Truth be told, it is not a strong field, with most of the big guys either playing in Scotland or warming up for the Open Championship somewhere else in the British Isles. The only three entries from the Hawley Ratings top 40 are Jason Kokrak, 36th; Howell, 37th; and Hovland, 40th. Consider the top 50 and there are three more – Palmer, Glover, and Ryan Moore.
Over the decades, our alookatgolf.com computer model has developed a liking for Tour newcomers who show some early success. Morikawa certainly fits that description, and he spoke with golfdigest.com after finishing tied for second with Bryson DeChambeau, a stroke behind fellow rookie Matthew Wolff, last weekend. “Heading down to the end of the season and obviously there’s one more notch I want to reach, but it is a good feeling, you know, to finish T-2,” he said. “You’re never going to be fully disappointed on that. It’s another week and I think this is really going to help me just kind of move forward in the next month or so.”

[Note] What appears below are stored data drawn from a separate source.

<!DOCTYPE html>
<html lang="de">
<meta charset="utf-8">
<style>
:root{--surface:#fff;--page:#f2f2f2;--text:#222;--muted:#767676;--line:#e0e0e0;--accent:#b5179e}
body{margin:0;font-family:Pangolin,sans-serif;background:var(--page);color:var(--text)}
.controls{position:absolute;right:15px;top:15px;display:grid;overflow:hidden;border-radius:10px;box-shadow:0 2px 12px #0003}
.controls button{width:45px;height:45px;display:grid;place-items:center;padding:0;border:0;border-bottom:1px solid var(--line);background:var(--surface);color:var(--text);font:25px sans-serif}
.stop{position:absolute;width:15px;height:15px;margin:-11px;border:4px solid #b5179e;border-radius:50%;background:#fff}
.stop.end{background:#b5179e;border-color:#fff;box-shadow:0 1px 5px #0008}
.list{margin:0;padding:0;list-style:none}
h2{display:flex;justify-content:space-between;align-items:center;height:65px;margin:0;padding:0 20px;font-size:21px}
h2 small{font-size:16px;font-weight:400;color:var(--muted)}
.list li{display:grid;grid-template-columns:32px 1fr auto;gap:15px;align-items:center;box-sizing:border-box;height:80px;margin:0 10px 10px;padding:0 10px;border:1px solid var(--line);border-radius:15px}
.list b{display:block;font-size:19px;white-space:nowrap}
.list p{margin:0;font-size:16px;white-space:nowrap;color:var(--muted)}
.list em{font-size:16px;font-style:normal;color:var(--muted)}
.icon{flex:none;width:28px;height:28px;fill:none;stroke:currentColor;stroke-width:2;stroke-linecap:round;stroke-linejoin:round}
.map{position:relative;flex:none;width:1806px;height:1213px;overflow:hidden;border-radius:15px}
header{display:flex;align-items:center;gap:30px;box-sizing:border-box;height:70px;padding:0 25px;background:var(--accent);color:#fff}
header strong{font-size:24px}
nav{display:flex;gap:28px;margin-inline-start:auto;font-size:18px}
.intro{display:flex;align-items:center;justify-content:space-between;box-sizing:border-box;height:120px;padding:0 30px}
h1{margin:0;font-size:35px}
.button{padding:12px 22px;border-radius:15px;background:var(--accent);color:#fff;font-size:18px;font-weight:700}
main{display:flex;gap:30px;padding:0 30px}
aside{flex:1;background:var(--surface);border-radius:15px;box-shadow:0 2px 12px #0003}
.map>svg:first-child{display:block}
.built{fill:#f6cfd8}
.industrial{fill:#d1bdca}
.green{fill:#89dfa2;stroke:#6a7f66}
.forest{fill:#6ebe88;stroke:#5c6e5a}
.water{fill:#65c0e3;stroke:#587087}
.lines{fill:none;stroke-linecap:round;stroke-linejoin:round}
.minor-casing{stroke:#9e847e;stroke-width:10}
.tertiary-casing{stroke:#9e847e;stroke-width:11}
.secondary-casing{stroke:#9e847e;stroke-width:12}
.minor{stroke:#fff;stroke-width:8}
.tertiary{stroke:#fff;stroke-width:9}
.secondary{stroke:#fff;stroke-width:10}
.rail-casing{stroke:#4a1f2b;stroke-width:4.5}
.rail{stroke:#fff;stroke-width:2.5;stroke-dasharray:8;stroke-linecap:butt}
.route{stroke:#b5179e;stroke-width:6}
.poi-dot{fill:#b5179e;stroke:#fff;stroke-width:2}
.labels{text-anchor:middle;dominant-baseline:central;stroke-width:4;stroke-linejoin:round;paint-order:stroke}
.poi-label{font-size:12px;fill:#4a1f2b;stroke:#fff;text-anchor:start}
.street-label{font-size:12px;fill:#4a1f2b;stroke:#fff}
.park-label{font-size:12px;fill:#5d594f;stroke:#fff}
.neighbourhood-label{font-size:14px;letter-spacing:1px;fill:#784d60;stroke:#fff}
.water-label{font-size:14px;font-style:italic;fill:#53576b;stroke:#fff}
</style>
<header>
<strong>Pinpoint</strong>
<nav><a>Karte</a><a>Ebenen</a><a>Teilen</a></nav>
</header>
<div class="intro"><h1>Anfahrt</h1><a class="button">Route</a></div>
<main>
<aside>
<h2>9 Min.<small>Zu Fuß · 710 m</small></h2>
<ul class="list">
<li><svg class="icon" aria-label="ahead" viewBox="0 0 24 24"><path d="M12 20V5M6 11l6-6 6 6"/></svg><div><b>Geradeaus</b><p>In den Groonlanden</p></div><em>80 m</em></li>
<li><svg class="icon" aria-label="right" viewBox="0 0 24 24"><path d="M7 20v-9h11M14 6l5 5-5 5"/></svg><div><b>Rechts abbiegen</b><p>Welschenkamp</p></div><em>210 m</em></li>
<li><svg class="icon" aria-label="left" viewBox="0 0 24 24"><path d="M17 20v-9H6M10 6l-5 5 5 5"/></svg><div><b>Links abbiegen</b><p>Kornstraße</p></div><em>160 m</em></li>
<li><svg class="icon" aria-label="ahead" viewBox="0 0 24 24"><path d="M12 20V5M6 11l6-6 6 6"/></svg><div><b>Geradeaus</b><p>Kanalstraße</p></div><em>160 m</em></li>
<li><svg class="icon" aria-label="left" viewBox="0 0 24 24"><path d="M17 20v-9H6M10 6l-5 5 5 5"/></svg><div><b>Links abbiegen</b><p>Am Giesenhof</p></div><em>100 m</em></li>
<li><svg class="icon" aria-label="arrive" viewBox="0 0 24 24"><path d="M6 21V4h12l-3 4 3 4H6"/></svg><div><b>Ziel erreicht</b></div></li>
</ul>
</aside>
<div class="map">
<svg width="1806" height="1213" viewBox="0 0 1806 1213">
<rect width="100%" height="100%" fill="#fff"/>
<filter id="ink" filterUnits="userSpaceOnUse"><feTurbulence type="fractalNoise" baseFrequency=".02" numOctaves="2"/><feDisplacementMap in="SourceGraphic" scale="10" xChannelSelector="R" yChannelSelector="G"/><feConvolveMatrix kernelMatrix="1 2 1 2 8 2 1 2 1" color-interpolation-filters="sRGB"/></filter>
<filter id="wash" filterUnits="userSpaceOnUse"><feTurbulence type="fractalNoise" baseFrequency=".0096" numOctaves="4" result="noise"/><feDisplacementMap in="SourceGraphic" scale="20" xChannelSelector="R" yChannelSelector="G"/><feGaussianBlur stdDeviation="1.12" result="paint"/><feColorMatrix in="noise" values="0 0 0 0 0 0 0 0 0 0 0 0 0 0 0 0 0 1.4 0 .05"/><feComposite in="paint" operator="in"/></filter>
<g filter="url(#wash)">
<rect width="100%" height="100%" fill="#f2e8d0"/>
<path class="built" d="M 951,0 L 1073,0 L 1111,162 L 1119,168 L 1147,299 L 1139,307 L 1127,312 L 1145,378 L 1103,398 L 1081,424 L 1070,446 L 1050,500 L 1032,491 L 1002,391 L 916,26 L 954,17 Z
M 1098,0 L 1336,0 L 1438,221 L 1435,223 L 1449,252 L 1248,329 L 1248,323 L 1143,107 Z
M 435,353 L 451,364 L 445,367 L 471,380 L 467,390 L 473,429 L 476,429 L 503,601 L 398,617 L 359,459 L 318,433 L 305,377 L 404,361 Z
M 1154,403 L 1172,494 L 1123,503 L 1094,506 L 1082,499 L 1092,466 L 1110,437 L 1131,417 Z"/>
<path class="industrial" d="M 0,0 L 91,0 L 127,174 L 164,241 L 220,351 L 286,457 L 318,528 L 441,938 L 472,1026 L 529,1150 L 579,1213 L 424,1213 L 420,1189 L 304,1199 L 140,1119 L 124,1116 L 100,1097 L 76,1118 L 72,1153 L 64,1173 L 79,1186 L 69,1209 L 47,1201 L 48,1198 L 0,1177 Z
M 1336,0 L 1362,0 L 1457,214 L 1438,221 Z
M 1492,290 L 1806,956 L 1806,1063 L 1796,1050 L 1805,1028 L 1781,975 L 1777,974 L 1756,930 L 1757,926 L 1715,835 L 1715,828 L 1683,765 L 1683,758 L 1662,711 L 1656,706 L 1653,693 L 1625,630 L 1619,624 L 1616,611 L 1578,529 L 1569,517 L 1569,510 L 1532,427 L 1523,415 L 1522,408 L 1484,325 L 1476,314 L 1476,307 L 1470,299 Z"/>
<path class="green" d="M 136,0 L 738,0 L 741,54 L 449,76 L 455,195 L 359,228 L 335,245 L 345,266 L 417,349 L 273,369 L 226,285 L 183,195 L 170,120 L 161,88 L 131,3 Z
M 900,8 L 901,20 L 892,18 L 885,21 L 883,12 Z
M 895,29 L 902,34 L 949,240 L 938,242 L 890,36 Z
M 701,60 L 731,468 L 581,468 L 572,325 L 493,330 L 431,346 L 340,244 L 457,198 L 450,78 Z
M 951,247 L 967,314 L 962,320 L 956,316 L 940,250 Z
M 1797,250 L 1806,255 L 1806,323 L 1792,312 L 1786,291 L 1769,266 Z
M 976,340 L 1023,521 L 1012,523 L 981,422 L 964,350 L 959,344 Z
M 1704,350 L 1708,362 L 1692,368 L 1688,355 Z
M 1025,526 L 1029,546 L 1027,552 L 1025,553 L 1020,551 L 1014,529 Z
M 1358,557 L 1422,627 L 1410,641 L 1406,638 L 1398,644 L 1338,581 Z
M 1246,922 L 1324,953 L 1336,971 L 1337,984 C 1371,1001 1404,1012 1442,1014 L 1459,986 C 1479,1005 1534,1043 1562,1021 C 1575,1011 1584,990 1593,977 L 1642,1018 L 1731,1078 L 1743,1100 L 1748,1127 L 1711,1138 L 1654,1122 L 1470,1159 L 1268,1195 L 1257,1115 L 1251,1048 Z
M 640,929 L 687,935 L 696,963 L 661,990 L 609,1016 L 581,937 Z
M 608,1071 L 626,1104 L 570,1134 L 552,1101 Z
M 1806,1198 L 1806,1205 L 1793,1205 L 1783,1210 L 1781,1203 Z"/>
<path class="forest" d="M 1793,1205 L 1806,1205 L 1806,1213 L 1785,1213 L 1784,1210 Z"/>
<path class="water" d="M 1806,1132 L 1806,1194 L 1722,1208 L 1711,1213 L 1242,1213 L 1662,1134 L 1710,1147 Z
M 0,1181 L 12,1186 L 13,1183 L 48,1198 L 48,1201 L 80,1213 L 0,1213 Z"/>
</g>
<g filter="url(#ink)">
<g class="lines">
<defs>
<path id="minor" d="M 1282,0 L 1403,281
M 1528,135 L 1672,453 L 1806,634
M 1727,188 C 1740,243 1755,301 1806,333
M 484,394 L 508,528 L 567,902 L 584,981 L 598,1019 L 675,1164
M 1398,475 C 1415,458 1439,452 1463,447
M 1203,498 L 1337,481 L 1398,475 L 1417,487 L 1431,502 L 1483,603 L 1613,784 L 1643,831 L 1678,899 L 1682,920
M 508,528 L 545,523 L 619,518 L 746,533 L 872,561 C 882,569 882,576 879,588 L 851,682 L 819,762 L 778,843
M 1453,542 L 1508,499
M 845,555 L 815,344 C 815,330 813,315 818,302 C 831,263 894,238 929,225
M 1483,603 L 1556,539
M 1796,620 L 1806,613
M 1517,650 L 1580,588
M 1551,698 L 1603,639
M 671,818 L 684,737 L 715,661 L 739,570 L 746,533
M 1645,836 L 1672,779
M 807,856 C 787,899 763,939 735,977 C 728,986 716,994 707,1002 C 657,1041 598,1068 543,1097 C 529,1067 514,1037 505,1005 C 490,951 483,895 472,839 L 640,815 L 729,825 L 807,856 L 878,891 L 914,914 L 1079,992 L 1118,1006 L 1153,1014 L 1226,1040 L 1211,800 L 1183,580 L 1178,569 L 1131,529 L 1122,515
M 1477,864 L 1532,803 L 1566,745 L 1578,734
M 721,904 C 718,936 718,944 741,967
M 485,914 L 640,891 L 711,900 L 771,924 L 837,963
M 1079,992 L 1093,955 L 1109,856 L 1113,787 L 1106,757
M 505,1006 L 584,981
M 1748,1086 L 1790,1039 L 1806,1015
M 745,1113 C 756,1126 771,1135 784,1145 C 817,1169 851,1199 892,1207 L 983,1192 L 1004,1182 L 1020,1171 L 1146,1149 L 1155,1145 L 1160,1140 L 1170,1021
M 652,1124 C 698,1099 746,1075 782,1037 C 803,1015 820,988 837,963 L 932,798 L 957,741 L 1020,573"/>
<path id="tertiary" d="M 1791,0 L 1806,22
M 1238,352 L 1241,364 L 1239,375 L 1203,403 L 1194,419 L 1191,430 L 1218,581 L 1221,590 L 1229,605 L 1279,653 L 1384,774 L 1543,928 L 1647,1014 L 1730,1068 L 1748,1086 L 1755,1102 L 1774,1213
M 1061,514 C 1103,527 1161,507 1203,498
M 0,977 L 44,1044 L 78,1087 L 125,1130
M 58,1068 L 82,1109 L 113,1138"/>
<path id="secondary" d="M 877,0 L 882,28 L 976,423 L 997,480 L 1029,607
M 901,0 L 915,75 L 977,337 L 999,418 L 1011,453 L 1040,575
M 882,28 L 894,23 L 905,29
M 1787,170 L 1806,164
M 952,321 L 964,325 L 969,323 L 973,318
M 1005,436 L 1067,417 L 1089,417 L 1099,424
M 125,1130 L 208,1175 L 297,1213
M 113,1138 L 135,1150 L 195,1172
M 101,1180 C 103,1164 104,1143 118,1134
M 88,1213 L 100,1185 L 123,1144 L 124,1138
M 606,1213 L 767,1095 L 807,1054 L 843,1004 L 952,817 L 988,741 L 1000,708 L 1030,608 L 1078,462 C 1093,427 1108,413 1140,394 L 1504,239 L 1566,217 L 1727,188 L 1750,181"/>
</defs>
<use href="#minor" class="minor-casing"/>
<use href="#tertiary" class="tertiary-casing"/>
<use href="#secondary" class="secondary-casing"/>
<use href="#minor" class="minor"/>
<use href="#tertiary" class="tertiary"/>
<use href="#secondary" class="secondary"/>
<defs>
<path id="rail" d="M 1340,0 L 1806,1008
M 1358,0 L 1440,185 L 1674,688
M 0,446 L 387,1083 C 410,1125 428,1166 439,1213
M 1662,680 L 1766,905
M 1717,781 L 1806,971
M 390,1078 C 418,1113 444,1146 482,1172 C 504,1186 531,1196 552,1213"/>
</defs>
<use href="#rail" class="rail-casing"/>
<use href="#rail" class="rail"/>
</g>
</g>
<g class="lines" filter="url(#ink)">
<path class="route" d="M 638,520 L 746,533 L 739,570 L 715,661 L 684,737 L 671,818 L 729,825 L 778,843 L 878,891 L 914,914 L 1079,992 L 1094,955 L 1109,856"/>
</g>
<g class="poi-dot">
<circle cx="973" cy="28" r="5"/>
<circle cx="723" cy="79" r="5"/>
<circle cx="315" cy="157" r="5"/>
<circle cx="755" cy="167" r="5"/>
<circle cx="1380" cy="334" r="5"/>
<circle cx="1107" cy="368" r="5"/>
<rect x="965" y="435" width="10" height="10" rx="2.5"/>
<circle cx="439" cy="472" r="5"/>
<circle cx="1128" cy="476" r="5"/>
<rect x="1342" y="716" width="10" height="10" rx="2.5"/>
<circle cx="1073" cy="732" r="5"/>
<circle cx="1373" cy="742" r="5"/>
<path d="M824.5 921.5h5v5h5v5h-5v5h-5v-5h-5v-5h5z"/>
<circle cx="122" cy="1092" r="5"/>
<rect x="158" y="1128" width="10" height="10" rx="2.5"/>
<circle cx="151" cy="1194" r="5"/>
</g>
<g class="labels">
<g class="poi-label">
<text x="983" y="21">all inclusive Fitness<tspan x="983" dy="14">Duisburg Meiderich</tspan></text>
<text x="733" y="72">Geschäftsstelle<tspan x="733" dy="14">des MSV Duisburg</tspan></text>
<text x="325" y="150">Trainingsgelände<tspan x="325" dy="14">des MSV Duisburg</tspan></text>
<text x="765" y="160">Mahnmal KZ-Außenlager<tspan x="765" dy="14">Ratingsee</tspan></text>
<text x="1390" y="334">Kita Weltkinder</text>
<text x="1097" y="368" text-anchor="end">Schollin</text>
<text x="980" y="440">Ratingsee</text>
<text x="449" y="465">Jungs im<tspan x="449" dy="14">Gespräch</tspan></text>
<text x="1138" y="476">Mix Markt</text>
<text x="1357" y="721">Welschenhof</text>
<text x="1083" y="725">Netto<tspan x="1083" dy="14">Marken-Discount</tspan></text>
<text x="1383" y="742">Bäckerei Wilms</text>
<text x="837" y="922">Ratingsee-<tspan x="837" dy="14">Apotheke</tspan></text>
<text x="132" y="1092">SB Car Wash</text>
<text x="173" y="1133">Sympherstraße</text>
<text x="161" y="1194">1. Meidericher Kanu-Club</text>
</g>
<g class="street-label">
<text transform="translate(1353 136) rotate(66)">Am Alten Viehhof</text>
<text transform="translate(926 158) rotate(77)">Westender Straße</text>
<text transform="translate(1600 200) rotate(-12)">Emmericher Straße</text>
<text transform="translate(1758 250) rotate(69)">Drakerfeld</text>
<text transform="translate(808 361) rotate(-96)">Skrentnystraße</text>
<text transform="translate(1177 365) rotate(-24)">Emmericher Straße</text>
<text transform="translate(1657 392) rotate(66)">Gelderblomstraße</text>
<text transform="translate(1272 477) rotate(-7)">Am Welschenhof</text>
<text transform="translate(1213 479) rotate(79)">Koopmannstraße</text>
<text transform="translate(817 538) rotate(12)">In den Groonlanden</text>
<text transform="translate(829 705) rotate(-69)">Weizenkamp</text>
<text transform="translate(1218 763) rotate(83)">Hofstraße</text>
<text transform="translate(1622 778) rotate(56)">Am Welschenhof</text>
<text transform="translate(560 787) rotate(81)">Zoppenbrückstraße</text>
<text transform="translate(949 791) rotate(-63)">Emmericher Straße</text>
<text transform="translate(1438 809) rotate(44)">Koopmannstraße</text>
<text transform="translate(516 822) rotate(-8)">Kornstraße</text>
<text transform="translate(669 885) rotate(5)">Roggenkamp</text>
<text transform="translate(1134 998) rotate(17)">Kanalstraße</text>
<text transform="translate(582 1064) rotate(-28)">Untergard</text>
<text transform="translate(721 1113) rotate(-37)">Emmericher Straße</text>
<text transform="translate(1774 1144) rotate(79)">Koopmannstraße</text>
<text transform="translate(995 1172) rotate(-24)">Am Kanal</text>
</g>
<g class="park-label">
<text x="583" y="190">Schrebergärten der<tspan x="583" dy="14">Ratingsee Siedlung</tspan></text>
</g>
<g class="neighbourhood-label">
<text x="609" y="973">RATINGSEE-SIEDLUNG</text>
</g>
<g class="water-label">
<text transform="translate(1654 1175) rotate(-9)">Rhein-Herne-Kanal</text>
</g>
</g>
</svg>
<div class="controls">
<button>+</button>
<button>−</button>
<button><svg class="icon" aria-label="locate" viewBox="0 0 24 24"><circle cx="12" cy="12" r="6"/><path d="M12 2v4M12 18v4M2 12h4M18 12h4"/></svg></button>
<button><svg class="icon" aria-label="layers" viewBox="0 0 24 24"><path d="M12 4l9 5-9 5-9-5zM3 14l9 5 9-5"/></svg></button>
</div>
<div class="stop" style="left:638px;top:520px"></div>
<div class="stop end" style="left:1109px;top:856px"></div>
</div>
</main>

Morikawa has earned $778,000, not bad for a guy who sat in classrooms for months while this year’s Tour got underway. He would rank 116th on the offical money list if he had a Tour card now. If he is in the top 125 in the FedEx Cup standings when the playoffs start Aug. 8, he will have secured a Tour card for 2019-’20. “I love this, I love being out here,” Morikawa said. “This is exactly what I’ve wanted to do my entire life. I’m excited to keep playing. Next week should be fun, and hopefully we’ll keep going from there.”
Hovland is a 21-year-old from Norway whose pro career stretches all the way back three events. He played three other 2019 Tour events as an amateur and has made all six cuts, with three top-20s. He was 32nd at the Masters.
Im is a 21-year-old Tour rookie from South Korea. He’s made 21 cuts this season with six top-10s. The last four times out, he was 15th at the 3M, 21st two events in a row, and seventh at the Canadian.
Niemann is a 20-year-old Chilean — yeah, youngest of the bunch. He didn’t do much this year until the last month and a half. He’s posted consecutive top-10s in the 3M, Travelers, and Rocket, and had three straight finishes above 40th prior to that.
Redman is a 21-year-old former U.S. Amateur winner from Clemson. In three appearances this year he was top-20 at the Wells Fargo, runner-up at the Rocket, and missed the cut at 3M.
The TPC Deere Run course is just east of the Mississippi River in Silvis IL. The event has been played here since 2000. Per the Hawley course fit statistics, shots gained off the tee and greens in regulation are the two stats most heavily correlated with success on the course over the last eight iterations of the event. Putting correlates to a lesser extent. Canadian Corey Conners, winner of the Texas Open this season, has the performance profile that best fits those leading stats. Howell is second and then there is a fairly tight bunch that includes Im.
Niemann and Wyndham Clark, a 25-year-old from the University of Oregon, lead the field in terms of how they have improved their rating numbers over the last four events. Cameron Tringale and Hovland also are on a strong upswing.
It almost never pays to forget about Zach Johnson in this event. The 43-year-old Iowan by birth has played this event 17 straight years. In the last 10 he has one win (2012), three seconds, two thirds, a fifth, a top-20 (last year), and two top-40s. The product of Drake University is the all-time money-winner in this event and has 12 Tour victories in his lifetme. But on the other hand, Johnson is one of those who have slumped the most in recent appearances. He hasn’t played since finishing outside the top 50 in the U.S. Open. He made the top 40 at the Canadian and has two missed cuts in the last five times out.
Also looking to break out of slumps are Glover, Howell, Pat Perez, and Jhonattan Vegas.